**WORK REQUIRED:** A word-for-word copy of the records below is needed, without the images.

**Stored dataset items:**
Segment Open
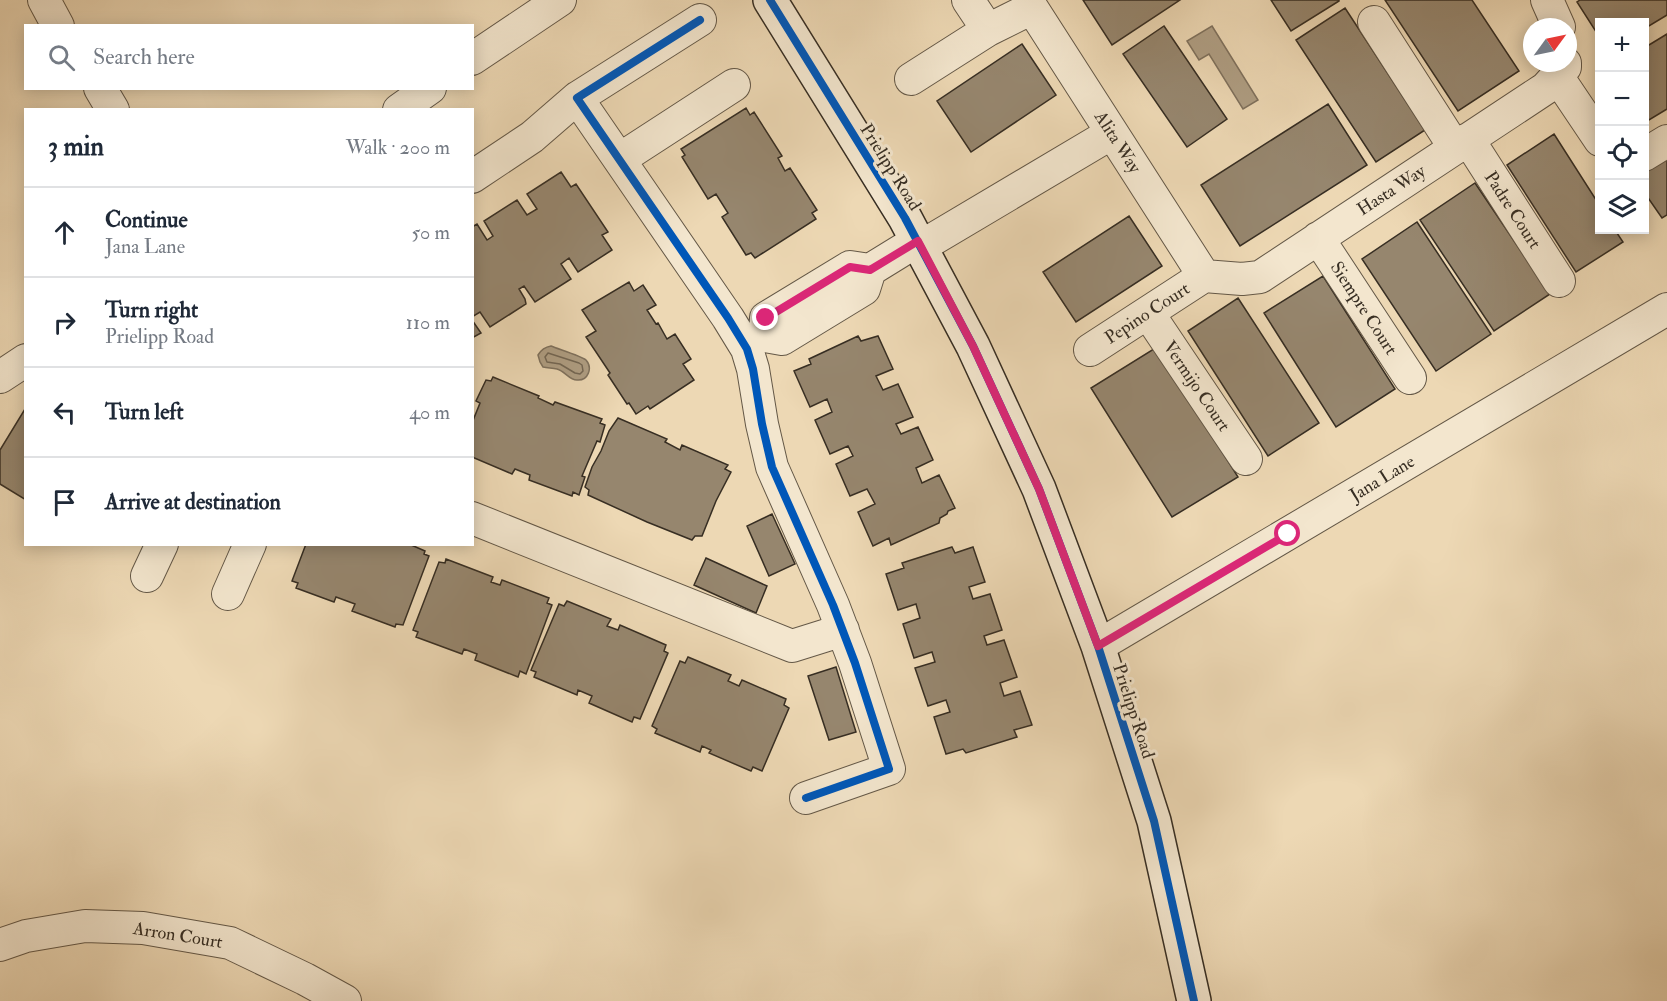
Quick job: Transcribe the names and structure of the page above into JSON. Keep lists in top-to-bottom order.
{
  "streets": {
    "street": [
      "Alita Way",
      "Prielipp Road",
      "Hasta Way",
      "Padre Court",
      "Siempre Court",
      "Pepino Court",
      "Vermijo Court",
      "Jana Lane",
      "Arron Court"
    ]
  },
  "crossings": [
    ["Alita Way", "Hasta Way"],
    ["Alita Way", "Pepino Court"],
    ["Prielipp Road", "Jana Lane"],
    ["Hasta Way", "Padre Court"],
    ["Hasta Way", "Siempre Court"],
    ["Hasta Way", "Pepino Court"],
    ["Pepino Court", "Vermijo Court"]
  ],
  "north": "top right",
  "page": {
    "map_buttons": ["+", "−"],
    "search": "Search here",
    "heading": ["3 min", "Walk · 200 m"],
    "list": [
      ["Continue", "Jana Lane", "50 m"],
      ["Turn right", "Prielipp Road", "110 m"],
      ["Turn left", "40 m"],
      "Arrive at destination"
    ]
  }
}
Segment Closed
**SOLUTION:**
Quick job: Transcribe the names and structure of the page above into JSON. Keep lists in top-to-bottom order.
{
  "streets": {
    "street": [
      "Alita Way",
      "Prielipp Road",
      "Hasta Way",
      "Padre Court",
      "Siempre Court",
      "Pepino Court",
      "Vermijo Court",
      "Jana Lane",
      "Arron Court"
    ]
  },
  "crossings": [
    ["Alita Way", "Hasta Way"],
    ["Alita Way", "Pepino Court"],
    ["Prielipp Road", "Jana Lane"],
    ["Hasta Way", "Padre Court"],
    ["Hasta Way", "Siempre Court"],
    ["Hasta Way", "Pepino Court"],
    ["Pepino Court", "Vermijo Court"]
  ],
  "north": "top right",
  "page": {
    "map_buttons": ["+", "−"],
    "search": "Search here",
    "heading": ["3 min", "Walk · 200 m"],
    "list": [
      ["Continue", "Jana Lane", "50 m"],
      ["Turn right", "Prielipp Road", "110 m"],
      ["Turn left", "40 m"],
      "Arrive at destination"
    ]
  }
}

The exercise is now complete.